Mayor de Blasio insists he’s not the Don Quixote of the Democratic party as he pushes on with a White House campaign that is stuck in neutral — or even rolling in reverse.
Despite an endless stream of bad news, de Blasio refuses to pull the plug on a laughingstock campaign that rarely cracks 0% in polls and is dogged by unfavorability numbers that are actually rising as he introduces himself to the nation.
Stronger candidates such as Sen. Kirsten Gillibrand (D-N.Y.) have already accepted reality and dropped out.
But Hizzoner was back in South Carolina on Saturday schmoozing with black voters at a soul food restaurant and a church service in hopes of gaining traction in the third-in-the-nation primary state.
Great people, great food and great conversation over at Brown’s BBQ in Kingstree, SC. pic.twitter.com/I1Zks5EOlh
The mayor is set to appear alongside other Democrats at a town hall event Sunday at the University of South Carolina.
De Blasio missed the latest debate on Thursday and was reduced to the humiliating position of live-tweeting the contest from Gracie Mansion while the real contenders were sparring on national TV. Most of his tweets barely broke double figures in likes.

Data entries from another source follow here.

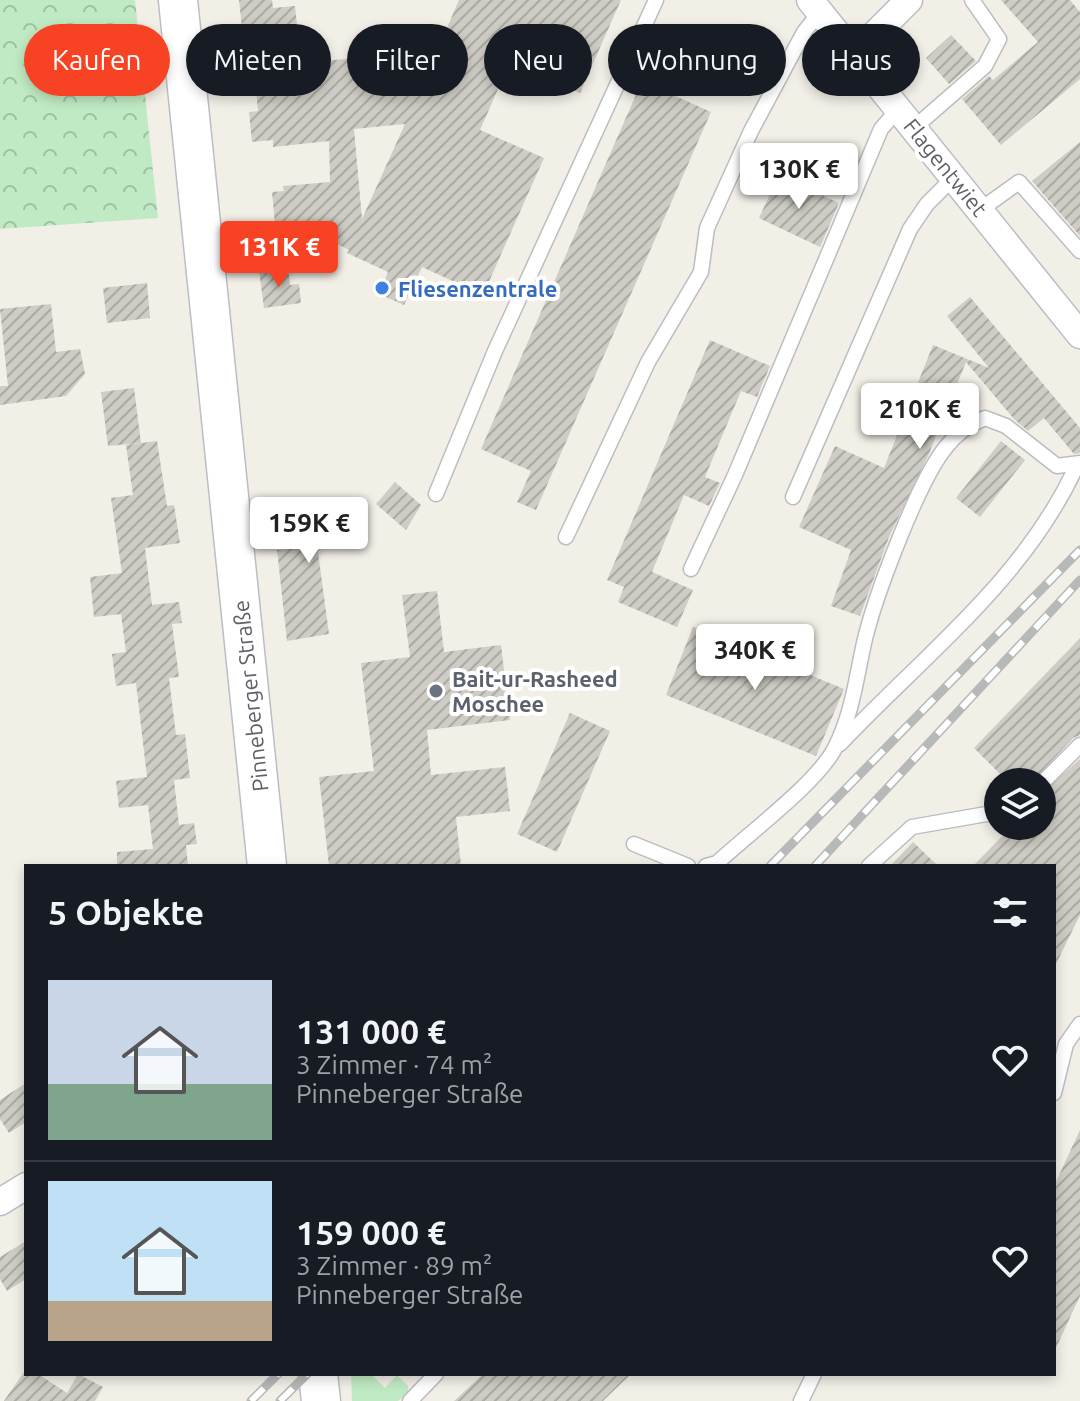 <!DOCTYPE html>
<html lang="de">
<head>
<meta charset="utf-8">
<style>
	body { margin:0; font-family:Ubuntu,sans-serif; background:#242831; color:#f1f3f6; height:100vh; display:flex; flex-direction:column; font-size:30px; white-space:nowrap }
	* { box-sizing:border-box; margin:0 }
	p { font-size:26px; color:#9ea1a6 }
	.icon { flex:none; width:44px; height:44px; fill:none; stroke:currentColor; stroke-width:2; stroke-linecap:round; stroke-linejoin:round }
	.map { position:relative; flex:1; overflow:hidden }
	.panel { position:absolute; left:24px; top:864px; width:1032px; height:512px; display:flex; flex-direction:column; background:#171b24; border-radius:0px; box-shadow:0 4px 12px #0003 }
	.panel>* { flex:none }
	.hud { position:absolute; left:24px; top:24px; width:1032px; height:72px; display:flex; gap:16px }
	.tools { position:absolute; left:984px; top:768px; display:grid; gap:16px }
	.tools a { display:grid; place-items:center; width:72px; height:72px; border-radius:50%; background:#171b24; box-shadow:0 4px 12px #0003; font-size:40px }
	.price { position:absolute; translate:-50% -68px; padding:0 18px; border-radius:8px; background:#fff; color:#222; font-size:26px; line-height:52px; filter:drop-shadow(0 2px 4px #0008) }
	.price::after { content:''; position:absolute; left:50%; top:48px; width:24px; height:18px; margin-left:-12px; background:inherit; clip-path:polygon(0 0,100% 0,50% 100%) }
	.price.selected { background:#f84224; color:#fff }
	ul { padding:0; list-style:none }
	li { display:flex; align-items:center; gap:24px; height:200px; padding:0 24px }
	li+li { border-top:2px solid #363941 }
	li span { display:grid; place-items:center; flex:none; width:224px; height:160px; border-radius:0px; color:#555 }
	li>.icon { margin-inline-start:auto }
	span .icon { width:96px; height:96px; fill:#fffc; stroke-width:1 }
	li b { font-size:34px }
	h2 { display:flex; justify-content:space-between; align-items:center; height:96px; padding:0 24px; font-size:34px }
	.chip { padding:0 28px; border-radius:36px; background:#171b24; box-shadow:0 4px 12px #0003; font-size:28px; line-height:72px }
	.chip.selected { background:#f84224; color:#fff }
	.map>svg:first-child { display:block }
</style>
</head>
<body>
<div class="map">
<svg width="1080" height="1401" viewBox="0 0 1080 1401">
	<defs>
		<pattern id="forest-crowns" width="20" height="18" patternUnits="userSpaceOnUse" patternTransform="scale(2)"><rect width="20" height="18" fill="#c0eac3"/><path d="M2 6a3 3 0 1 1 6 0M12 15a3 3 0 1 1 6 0" fill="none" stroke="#9fc1a2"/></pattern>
		<pattern id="building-hatch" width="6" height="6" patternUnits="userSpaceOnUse" patternTransform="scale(2)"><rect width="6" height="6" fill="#ceccc4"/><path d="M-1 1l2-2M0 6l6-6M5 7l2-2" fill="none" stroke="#aaa9a3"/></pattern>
	</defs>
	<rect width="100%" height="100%" fill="#f1efe6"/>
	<path fill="#c0eac3" d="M351 1374H371L385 1388 397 1375 408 1386V1392L398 1401H352Z"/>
	<path fill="url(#forest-crowns)" d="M0 0H135L158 218 0 229Z"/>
	<path fill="url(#building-hatch)" fill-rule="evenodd" d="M239 0H272L273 8 295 6 301 63 356 58 359 87 424 81 459 0H621L580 93 510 62 480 130 544 158 483 295 422 267 404 305 379 294 388 272 347 253 349 250 314 232 276 235 272 192 284 191 283 186 330 182 329 141 273 147V140L252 142 249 112 258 111 250 27 242 28ZM405 124 362 219 354 129Z
		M1001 0H1070L1080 12V79L1001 145 962 99 989 76 993 80 1038 42Z
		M951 35 976 61 949 84 926 58Z
		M642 81 711 112 536 510 517 502 531 471 481 449Z
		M1080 142V236L1032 181Z
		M779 175 839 203 820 247 759 218Z
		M288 268 290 285 299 284 301 303 264 308 259 271Z
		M147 283 150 318 107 323 103 288Z
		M970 297 1080 428V453L1074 454 1044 418 1028 431 1014 419 966 362 928 456 889 537 860 616 831 606 851 550 799 527 835 446 884 468 933 345 989 368 947 316Z
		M51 304 56 352 80 349 85 374 66 396 0 405V386H8L0 309Z
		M710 340 770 366 757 397 741 391 705 477 720 483 709 506 684 495 652 572 693 590 677 627 618 602 624 587 607 580Z
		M134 388 141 443 108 446 101 392Z
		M157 441 167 506 174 505 180 543 145 548 152 605 179 602 182 623 172 624 179 677 169 678 176 735 185 734 190 778 174 780 179 825 194 823 197 844 186 845 188 866H117V852L153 849 148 805 119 808 116 781 147 777 136 683 116 686 112 654 126 652 121 614 94 617 90 577 122 573 111 498 133 495 126 445Z
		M1001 441 1025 460 980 517 956 498Z
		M395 482 421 505 406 530 376 504Z
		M361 500 356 532 327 528 329 544 317 545 329 634 287 641 277 550 287 549 282 511Z
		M437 591 444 652 501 645 510 720 427 730 431 775 505 767 510 811 456 817 461 866H329L319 777 374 771 361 663 410 657 402 595Z
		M693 627 844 689 816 756 666 695Z
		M1080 638V735L1073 738 1032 782H1008L974 748Z
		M570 713 610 731 557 852 517 834Z
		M1080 759V915L1054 968V866H973L1012 826H1042V793Z
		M913 842 938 866H890Z
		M26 1083V1122L9 1133 0 1119V1100Z
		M1080 1130V1296L1054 1352V1186Z
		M26 1241V1279L7 1291 0 1279V1257Z
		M26 1369V1374H38L67 1393 78 1374 103 1387 95 1401H4Z
		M483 1374H631L603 1401H454Z"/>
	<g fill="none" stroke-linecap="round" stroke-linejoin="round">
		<defs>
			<path id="service" d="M915 127 985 66 999 39 972 0
				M980 210 1019 182 1080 251
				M436 494 495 351 656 0
				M793 497 910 229 927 204 954 177
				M566 537 648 362 701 272 707 228 751 131 804 32 820 12
				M691 569 735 475 881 129 899 108
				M840 744C923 656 1024 580 1076 467
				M1042 783 1080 745
				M634 844 688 866
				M706 866 717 863C748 834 817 783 835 748 852 714 856 680 864 643 874 599 918 481 946 447 956 434 970 424 985 418L1006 426 1057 466 1080 463
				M869 866 912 827 998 812
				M1054 1093 1066 1044 1080 1024
				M410 1401 436 1374
				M801 1401 814 1374"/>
			<path id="minor" d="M810 0 1080 335
				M856 53 909 0
				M0 1202 26 1186"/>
			<path id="secondary" d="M178 0 267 866
				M318 1374 321 1401"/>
		</defs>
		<use href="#service" stroke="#babdc2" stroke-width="17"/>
		<use href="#minor" stroke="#babdc2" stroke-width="29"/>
		<use href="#secondary" stroke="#bbbec4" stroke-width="41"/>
		<use href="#service" stroke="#fff" stroke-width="14"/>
		<use href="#minor" stroke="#fff" stroke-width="26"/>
		<use href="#secondary" stroke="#fff" stroke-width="38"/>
		<defs>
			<path id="rail" d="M770 866 1080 550
				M815 866 1080 580
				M251 1401 278 1374
				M280 1401 307 1374"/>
		</defs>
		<use href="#rail" stroke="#b7b8b8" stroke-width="9"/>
		<use href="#rail" stroke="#fff" stroke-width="6" stroke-dasharray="18" stroke-linecap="butt"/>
	</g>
	<circle fill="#3f7fe0" stroke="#fff" stroke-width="3" cx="382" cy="288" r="8"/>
	<circle fill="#6b7280" stroke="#fff" stroke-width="3" cx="436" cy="691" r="8"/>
	<g text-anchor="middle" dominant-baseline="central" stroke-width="8" stroke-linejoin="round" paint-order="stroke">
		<g font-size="22" fill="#5d6167" stroke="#fff">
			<text transform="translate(946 167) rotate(51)">Flagentwiet</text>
			<text transform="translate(250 696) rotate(-96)">Pinneberger Straße</text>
		</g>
		<g font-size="22" font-weight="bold" fill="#366cbe" stroke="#fff" text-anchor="start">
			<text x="398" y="288">Fliesenzentrale</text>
		</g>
		<g font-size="22" font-weight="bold" fill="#5b616d" stroke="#fff" text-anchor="start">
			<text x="452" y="678">Bait-ur-Rasheed<tspan x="452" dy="25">Moschee</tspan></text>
		</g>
	</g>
</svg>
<div class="tools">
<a><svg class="icon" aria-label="layers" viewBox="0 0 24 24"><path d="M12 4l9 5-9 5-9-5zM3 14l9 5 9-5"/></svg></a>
</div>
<b class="price" style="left:799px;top:211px">130K €</b>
<b class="price selected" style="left:279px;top:289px">131K €</b>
<b class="price" style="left:920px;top:451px">210K €</b>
<b class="price" style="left:309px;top:565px">159K €</b>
<b class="price" style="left:755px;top:692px">340K €</b>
<div class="hud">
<a class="chip selected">Kaufen</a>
<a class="chip">Mieten</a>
<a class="chip">Filter</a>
<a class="chip">Neu</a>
<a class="chip">Wohnung</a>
<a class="chip">Haus</a>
</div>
<section class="panel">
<h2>5 Objekte<svg class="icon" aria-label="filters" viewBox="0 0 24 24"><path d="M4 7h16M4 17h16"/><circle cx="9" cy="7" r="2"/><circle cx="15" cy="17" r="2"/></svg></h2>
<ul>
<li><span style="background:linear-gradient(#c9d6e8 65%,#7fa58c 0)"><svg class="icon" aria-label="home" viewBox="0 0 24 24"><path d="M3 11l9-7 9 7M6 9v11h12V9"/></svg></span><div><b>131 000 €</b><p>3 Zimmer · 74 m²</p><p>Pinneberger Straße</p></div><svg class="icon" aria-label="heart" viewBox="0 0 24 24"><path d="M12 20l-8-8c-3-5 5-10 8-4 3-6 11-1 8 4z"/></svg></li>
<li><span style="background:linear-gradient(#bfe0f5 75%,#b9a48a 0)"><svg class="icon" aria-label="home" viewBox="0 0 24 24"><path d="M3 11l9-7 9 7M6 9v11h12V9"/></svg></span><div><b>159 000 €</b><p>3 Zimmer · 89 m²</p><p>Pinneberger Straße</p></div><svg class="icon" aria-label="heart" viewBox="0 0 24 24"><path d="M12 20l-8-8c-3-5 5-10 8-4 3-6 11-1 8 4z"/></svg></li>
</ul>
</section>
</div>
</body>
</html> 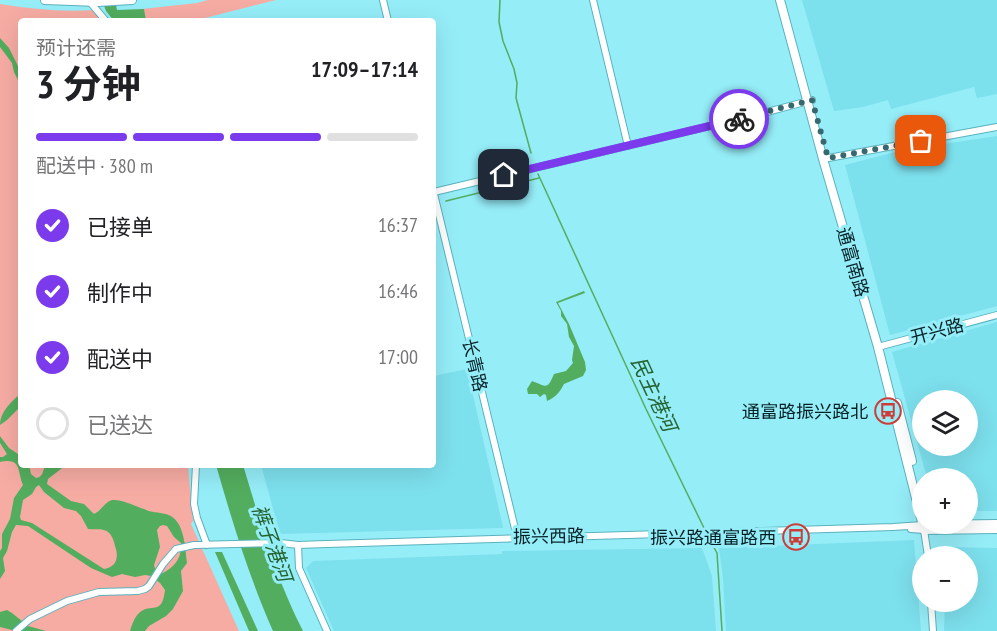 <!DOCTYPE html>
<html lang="zh">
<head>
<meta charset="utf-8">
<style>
  body { margin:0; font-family:"PT Sans Narrow","Noto Sans SC",sans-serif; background:#f2f2f2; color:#202124; height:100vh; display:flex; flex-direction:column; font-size:22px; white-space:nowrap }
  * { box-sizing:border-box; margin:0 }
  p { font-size:20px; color:#757577 }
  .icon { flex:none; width:33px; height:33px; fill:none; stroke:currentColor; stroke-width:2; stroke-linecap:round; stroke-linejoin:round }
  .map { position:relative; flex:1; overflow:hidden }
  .details { position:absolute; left:18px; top:18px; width:418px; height:450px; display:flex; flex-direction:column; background:#fff; border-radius:6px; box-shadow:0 6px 24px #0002 }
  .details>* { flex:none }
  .buttons { position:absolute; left:912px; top:390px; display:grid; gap:12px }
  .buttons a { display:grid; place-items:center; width:66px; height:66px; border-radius:50%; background:#fff; box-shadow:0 6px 24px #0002; font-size:30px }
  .pin { position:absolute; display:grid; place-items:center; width:51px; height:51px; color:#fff; margin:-26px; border-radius:12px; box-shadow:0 3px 9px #0006 }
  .courier { position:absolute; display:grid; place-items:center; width:60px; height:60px; margin:-30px; border:4px solid #7c3aed; border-radius:50%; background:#fff; color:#222; box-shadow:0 2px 8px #0007 }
  .head em { font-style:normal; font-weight:700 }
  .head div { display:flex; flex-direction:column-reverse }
  .head { display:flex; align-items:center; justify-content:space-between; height:102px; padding:0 18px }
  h1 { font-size:39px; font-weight:700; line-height:45px }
  .bar { display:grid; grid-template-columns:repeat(4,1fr); gap:9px 6px; align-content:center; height:72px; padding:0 18px }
  .bar i { height:8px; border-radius:4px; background:#e0e0e0 }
  .bar .selected { background:#7c3aed }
  .bar p { grid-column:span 4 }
  ol { padding:0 18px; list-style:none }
  li { display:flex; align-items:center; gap:18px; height:66px }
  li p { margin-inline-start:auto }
  li .icon { padding:6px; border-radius:50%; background:#7c3aed; color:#fff; stroke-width:4 }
  li:last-child { color:#757577 }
  li i { width:33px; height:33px; border:3px solid #e0e0e0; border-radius:50% }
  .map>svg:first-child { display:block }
  .built { fill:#7de0ed; fill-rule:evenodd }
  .green { fill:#f6aca3 }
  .water { fill:#53ad5e; fill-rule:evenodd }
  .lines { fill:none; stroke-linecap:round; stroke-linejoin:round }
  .stream { stroke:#53ad5e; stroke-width:1.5 }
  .minor-casing { stroke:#5ab2bd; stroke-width:8 }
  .major-casing { stroke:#5ab2bd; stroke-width:10 }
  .minor { stroke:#fff; stroke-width:6 }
  .major { stroke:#fff; stroke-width:8 }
  .done { stroke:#37686f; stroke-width:6; stroke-dasharray:0 10.8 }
  .route { stroke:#7c3aed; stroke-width:8 }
  .labels { text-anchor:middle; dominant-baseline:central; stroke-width:6; stroke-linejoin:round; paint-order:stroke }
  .street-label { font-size:18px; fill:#052125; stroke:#95edf8 }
  .poi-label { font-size:18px; fill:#052125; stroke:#95edf8; text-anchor:end }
  .water-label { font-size:20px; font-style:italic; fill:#25622e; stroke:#95edf8 }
</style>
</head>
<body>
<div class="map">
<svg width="997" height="631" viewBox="0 0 997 631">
  <rect width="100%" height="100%" fill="#95edf8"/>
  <path class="built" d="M802,0H997V94L977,98L974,87L891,109L888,100L863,107L834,111Z
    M997,136V306L890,335L845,165L903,150Z
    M997,322V511H968V478H927L892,352ZM922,400H968V446H922Z
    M467,369L503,527L502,528L280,534L261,465H434V376Z
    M914,540L921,631H726L723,578L719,548Z
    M945,547L997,548V631H944L945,602H968V556H945Z
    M702,548L712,576L716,631H334L306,568L313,561L502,554V551Z"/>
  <path class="green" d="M208,0H276L193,21H145L142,9L197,3Z
    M0,4C31,9 62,12 93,10L101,21H21V465H188L193,521L191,524L239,631H0Z"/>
  <path class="water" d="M102,0H115L117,10L144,9L146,21H114L106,11Z
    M0,38L9,48L21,72V86L14,72L12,63L0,47Z
    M584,291L585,293L558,303L569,324L585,362L586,370L583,376L564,384C560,392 556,397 547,401L546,395L544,394L540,397L537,394H528L527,389L532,381C546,386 547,391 554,374L566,371L573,363L572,360L574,346L569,337L567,324L561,316V311L556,302Z
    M21,393V406L7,420L0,425C0,412 11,402 21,393Z
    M0,436L9,448L21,456V465H29L31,474L36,478C43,477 43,471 45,465H66L48,479L47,484L71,501L84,504L94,514C101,511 105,502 112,500C122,499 135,506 144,509C152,513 158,512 166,514C185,519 185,548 187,563L181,571L183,591L173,609L166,616L149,626L145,631H130C132,625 134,618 139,613C151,602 162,617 165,590L160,583L151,576L145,575L135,577L122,574L112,577L91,568L28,526L16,525L12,532L7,551L3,558L5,571L0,579V551L2,548V534L10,519L14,498L23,485C17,471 22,457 0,462V457H3L7,454L0,443ZM39,485L44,492L64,508L76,511L81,516L88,529C94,530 103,528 108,532C112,535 114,541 115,546C119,557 117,567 104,569L32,523L21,520L20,517L23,500L32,494L36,487ZM163,525L167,526L174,537L181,543C182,558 175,567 161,574L156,572L154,565L160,547L157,530L160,526Z
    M216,465H243C260,521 276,579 303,631H273C249,577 232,521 216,465Z
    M215,552H222L258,631H249Z
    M7,610L12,613L28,626L46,631H16L0,627V612Z"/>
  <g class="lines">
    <path class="stream" d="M500,0L499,22L503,41L514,69L517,83L516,98L531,153
      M538,174L646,409L704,528
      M446,201L539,178
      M707,535L717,553L722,631"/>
    <g class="minor-casing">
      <path id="minor" d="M383,0L388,21
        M593,0L628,146
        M89,1L106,21
        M823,159L997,127
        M434,192L756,115L812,100
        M434,194L517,537
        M878,347L997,315
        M196,465L194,504L197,518L207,545
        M911,529L924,530L928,556
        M931,602L933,631
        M16,631L30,619L67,601L99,592L138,591L145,589L149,586L163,564L176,549L194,545L281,543L298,545
        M327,631L299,568L298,545C496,538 694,532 893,527L923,525"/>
    </g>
    <g class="major-casing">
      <path id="major" d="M45,0L98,2L132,0
        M780,0L823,159L878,347L924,530L997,529
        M897,403L912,461
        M923,525L997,524"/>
    </g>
    <use href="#minor" class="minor"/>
    <use href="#major" class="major"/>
  </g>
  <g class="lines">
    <path class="done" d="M739,119L812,100L828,158L921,141"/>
    <path class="route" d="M504,175L739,119"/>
  </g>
  <defs>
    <g id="bus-ring" transform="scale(1.35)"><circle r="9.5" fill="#95edf8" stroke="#cc3d3a" stroke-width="1.5"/><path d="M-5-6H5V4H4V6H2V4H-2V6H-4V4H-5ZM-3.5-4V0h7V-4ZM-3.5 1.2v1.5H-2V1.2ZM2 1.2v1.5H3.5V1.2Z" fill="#cc3d3a"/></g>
  </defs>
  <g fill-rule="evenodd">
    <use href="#bus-ring" x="888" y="411"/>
    <use href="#bus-ring" x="796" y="537"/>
  </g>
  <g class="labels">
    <g class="street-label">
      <text transform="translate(853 262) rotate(74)">通富南路</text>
      <text transform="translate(937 331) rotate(-15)">开兴路</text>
      <text transform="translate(475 365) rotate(77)">长青路</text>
      <text transform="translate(549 536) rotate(-1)">振兴西路</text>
    </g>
    <g class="poi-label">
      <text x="868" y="411">通富路振兴路北</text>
      <text x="776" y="537">振兴路通富路西</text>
    </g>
    <g class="water-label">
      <text transform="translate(654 394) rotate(65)">民主港河</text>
      <text transform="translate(272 543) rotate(70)">裤子港河</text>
    </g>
  </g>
</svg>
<div class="buttons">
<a><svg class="icon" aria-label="layers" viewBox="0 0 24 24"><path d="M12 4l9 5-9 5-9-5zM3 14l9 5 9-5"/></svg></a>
<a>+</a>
<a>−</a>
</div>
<div class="pin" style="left:921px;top:141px;background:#ea580c"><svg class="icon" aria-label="bag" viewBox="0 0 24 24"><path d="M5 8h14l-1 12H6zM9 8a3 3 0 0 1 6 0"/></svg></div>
<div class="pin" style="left:504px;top:175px;background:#1f2937"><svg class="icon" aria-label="home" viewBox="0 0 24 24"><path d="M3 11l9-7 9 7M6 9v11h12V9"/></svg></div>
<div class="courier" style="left:739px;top:119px"><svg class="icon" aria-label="bike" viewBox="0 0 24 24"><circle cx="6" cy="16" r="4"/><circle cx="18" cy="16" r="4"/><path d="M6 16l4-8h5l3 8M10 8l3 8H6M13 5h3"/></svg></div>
<section class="details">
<div class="head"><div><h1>3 分钟</h1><p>预计还需</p></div><em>17:09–17:14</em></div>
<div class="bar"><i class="selected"></i><i class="selected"></i><i class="selected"></i><i></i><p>配送中 · 380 m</p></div>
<ol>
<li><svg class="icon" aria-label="check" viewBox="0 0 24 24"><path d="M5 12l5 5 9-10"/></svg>已接单<p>16:37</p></li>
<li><svg class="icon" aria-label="check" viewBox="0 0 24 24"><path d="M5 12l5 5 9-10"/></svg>制作中<p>16:46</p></li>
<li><svg class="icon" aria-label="check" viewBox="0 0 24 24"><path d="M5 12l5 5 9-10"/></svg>配送中<p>17:00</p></li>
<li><i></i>已送达</li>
</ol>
</section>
</div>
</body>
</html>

Some 53% of voters had an unfavorable opinion of de Blasio in the most recent Economist/You Gov poll conducted from Sept. 1-3, compared to just 18% who view him favorably, a brutal minus-35% rating. He’s running at 0.5% in the Real Clear Politics average of polls, putting him in a distant 16th place in the crowded field.
He’s going slightly better in South Carolina, drawing 1% support and coming in seventh place in a CBS poll of Democrats in the Palmetto State that was taken over the week ending Sept. 4.
After four months of greeting voters at South Carolina fish fries and gobbling down corndogs in Iowa, he is nowhere remotely close to meeting the polling and donation numbers he needs to crash October’s debate party.
For anyone else, that would be a bright, flashing sign to head for the exits, especially when your day job is running the biggest city in the country.
But not for de Blasio.
Hizzoner went on WNYC Friday to insist that it’s still early in the White House race and there’s plenty of time for him to make his move.
“There’s still time on the clock,” de Blasio said on “The Brian Lehrer Show."
The mayor said his recent proposals — including a “robot tax” as part of a plan to protect workers from automation — “got some good attention.” The issue hasn’t gotten a peep from other candidates and isn’t even included on surveys of top issues.
His campaign still thinks there is room in the Democratic primary contest for an unapologetic progressive with a proven track record of winning African-American and Hispanic votes.
They also tout de Blasio as an effective street fighter who is not afraid to get into the mud and trade barbs with President Trump. In fact, one of de Blasio’s prime selling points is that Trump and his acolytes regularly single him out for abuse. That’s a sign, or so they claim, that the president secretly fears a 2020 match-up with de Blasio.
Sounds like a competitive candidate, right? Except he’s not.
De Blasio’s had four months to make his case. And the more he campaigns, the worse his numbers get.
New Yorkers gave him a big Bronx cheer when he announced his run in May, with large majorities of even his own supporters saying he should stick to his Gracie Mansion gig and leave the White House run to the professionals.
Since then, his disapproval numbers have only soared.
In the flyover states that will actually determine the Democratic nominee, most know de Blasio as a punchline on late-night TV. His biggest breakthrough media performances have come on conservative Fox News, where Sean Hannity and Tucker Carlson both used him as a useful set-up line for their shilling for Trump and attacks on Democratic leaders such as Joe Biden and Elizabeth Warren.
To make the next debate, De Blasio needs to score at least 2% in four separate national or early-state polls and grab 130,000 unique donors and 400 individual contributors per state in at least 20 states by Oct. 1.
The mayor and his team did not returns requests for comment.
De Blasio has refused to detail his fund-raising progress since June 30, when the most recent federal campaign filing period ended. By the end of June, the mayor raised $1.1 million from roughly 6,700 donors.